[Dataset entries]
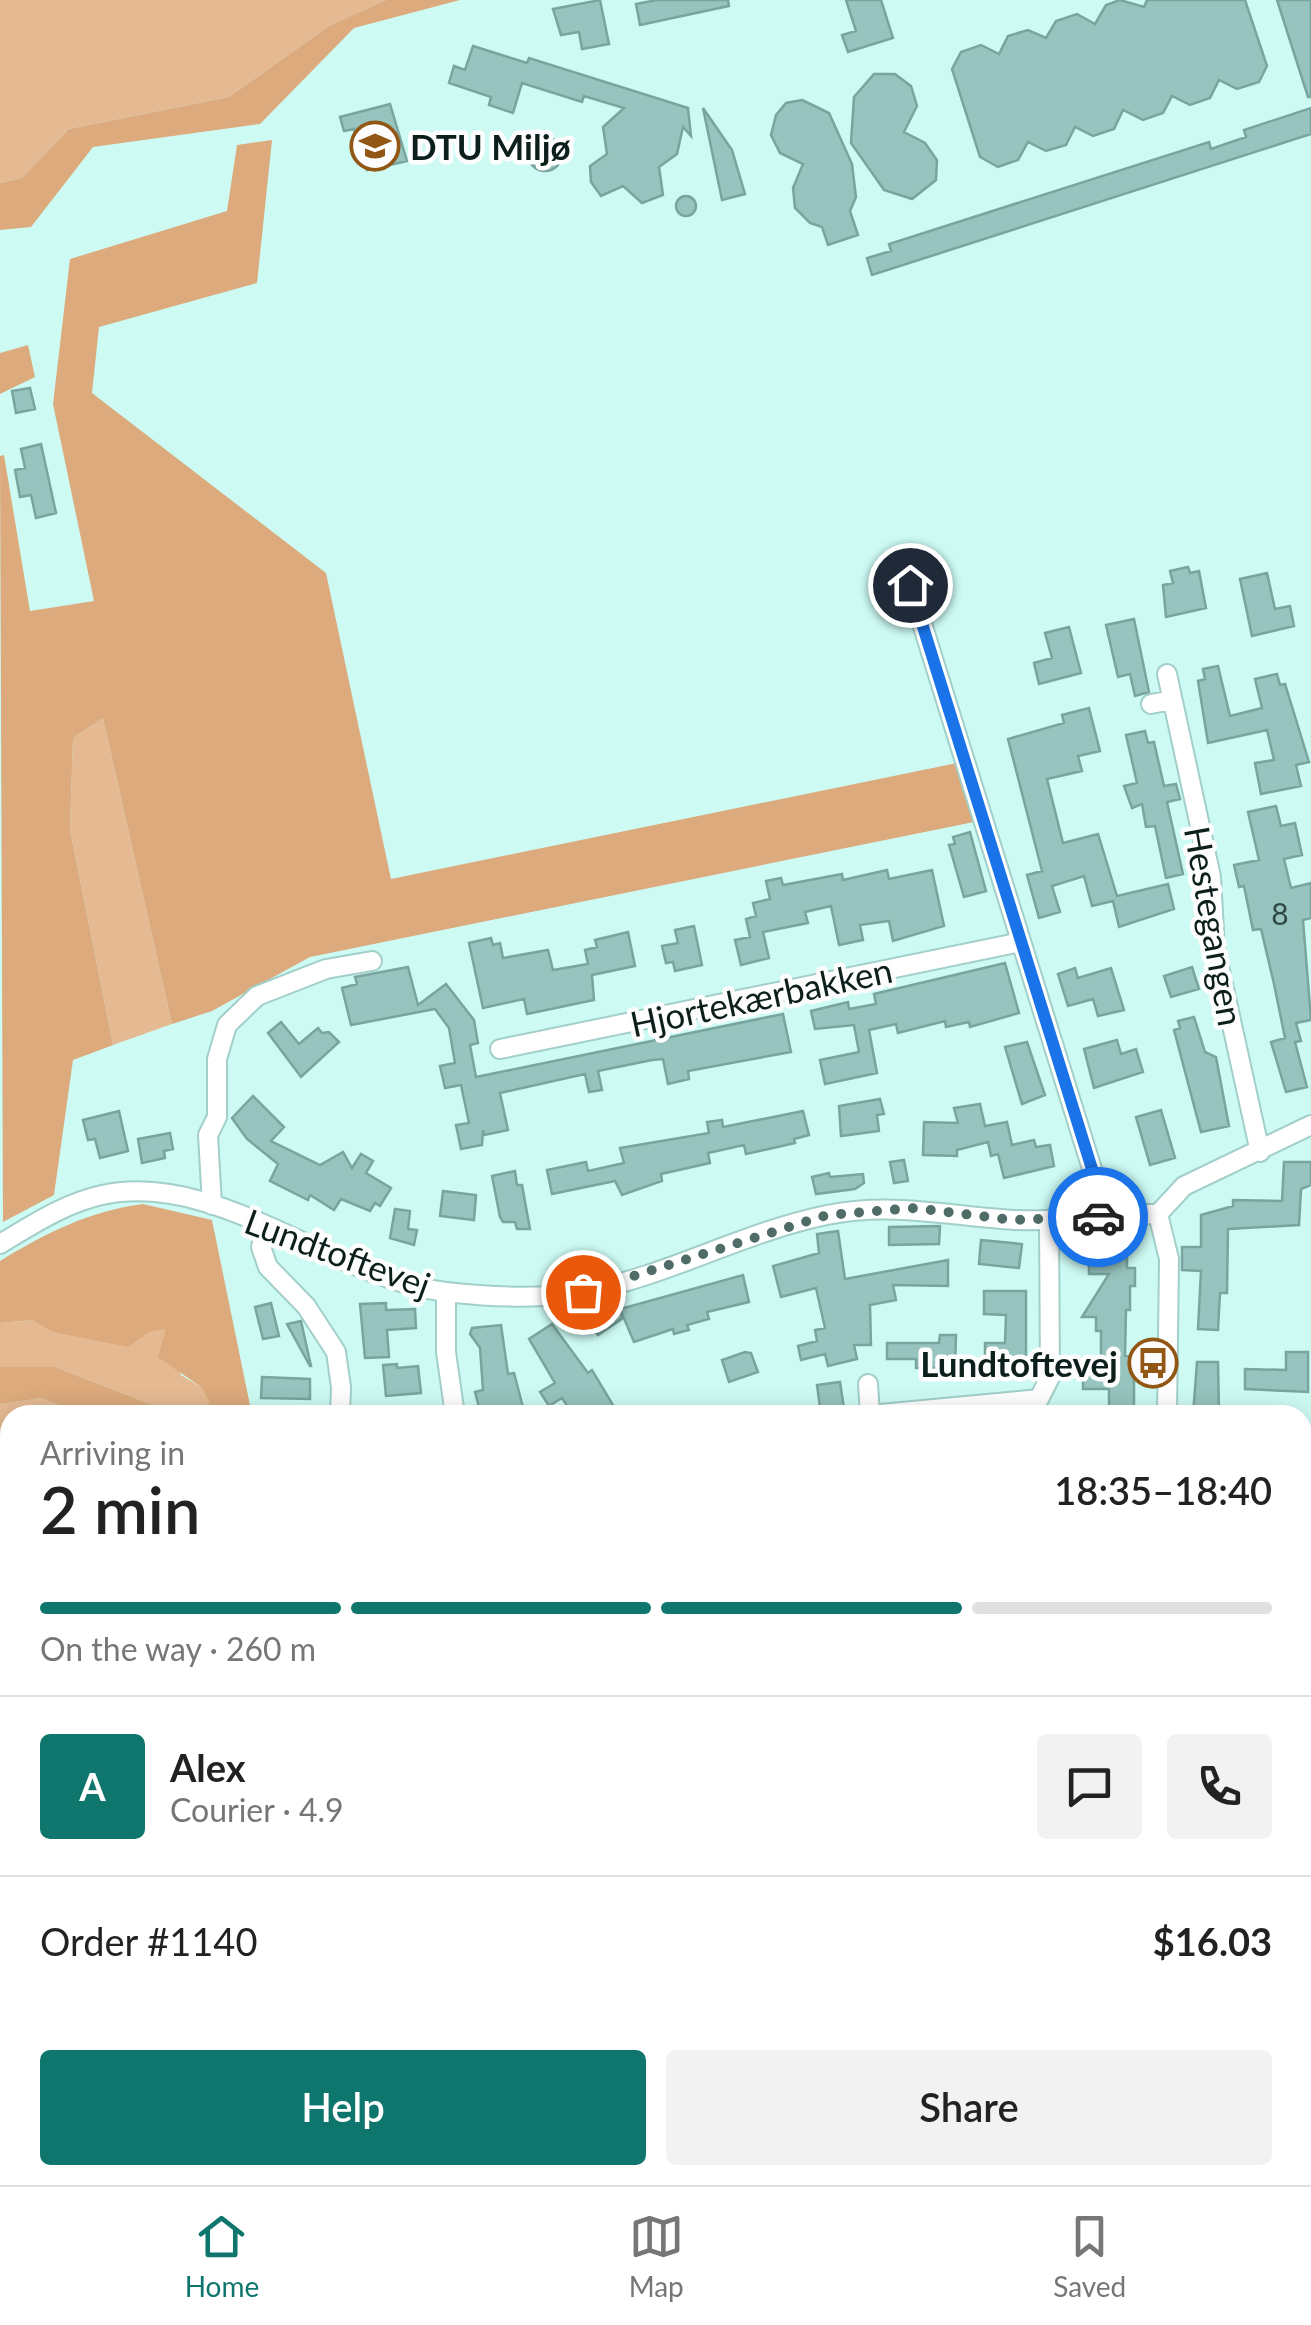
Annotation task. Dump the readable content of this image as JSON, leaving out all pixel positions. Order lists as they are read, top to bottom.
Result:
{
  "streets": {
    "street": ["Hestegangen", "Hjortekærbakken", "Lundtoftevej"]
  },
  "places": {
    "school or university": ["DTU Miljø"],
    "bus stop": ["Lundtoftevej"]
  },
  "house_numbers": ["8"],
  "page": {
    "heading": ["2 min", "Arriving in", "18:35–18:40"],
    "panel": [
      "Alex",
      "Courier · 4.9",
      "Order #1140",
      "$16.03"
    ],
    "bar": "On the way · 260 m",
    "round": "A",
    "buttons": ["Help", "Share"],
    "tabs": ["Home", "Map", "Saved"]
  }
}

** WORK TASK **
Any picture among the entries must be skipped; copy all else exactly.

** EXERCISE RESULT **
Annotation task. Dump the readable content of this image as JSON, leaving out all pixel positions. Order lists as they are read, top to bottom.
Result:
{
  "streets": {
    "street": ["Hestegangen", "Hjortekærbakken", "Lundtoftevej"]
  },
  "places": {
    "school or university": ["DTU Miljø"],
    "bus stop": ["Lundtoftevej"]
  },
  "house_numbers": ["8"],
  "page": {
    "heading": ["2 min", "Arriving in", "18:35–18:40"],
    "panel": [
      "Alex",
      "Courier · 4.9",
      "Order #1140",
      "$16.03"
    ],
    "bar": "On the way · 260 m",
    "round": "A",
    "buttons": ["Help", "Share"],
    "tabs": ["Home", "Map", "Saved"]
  }
}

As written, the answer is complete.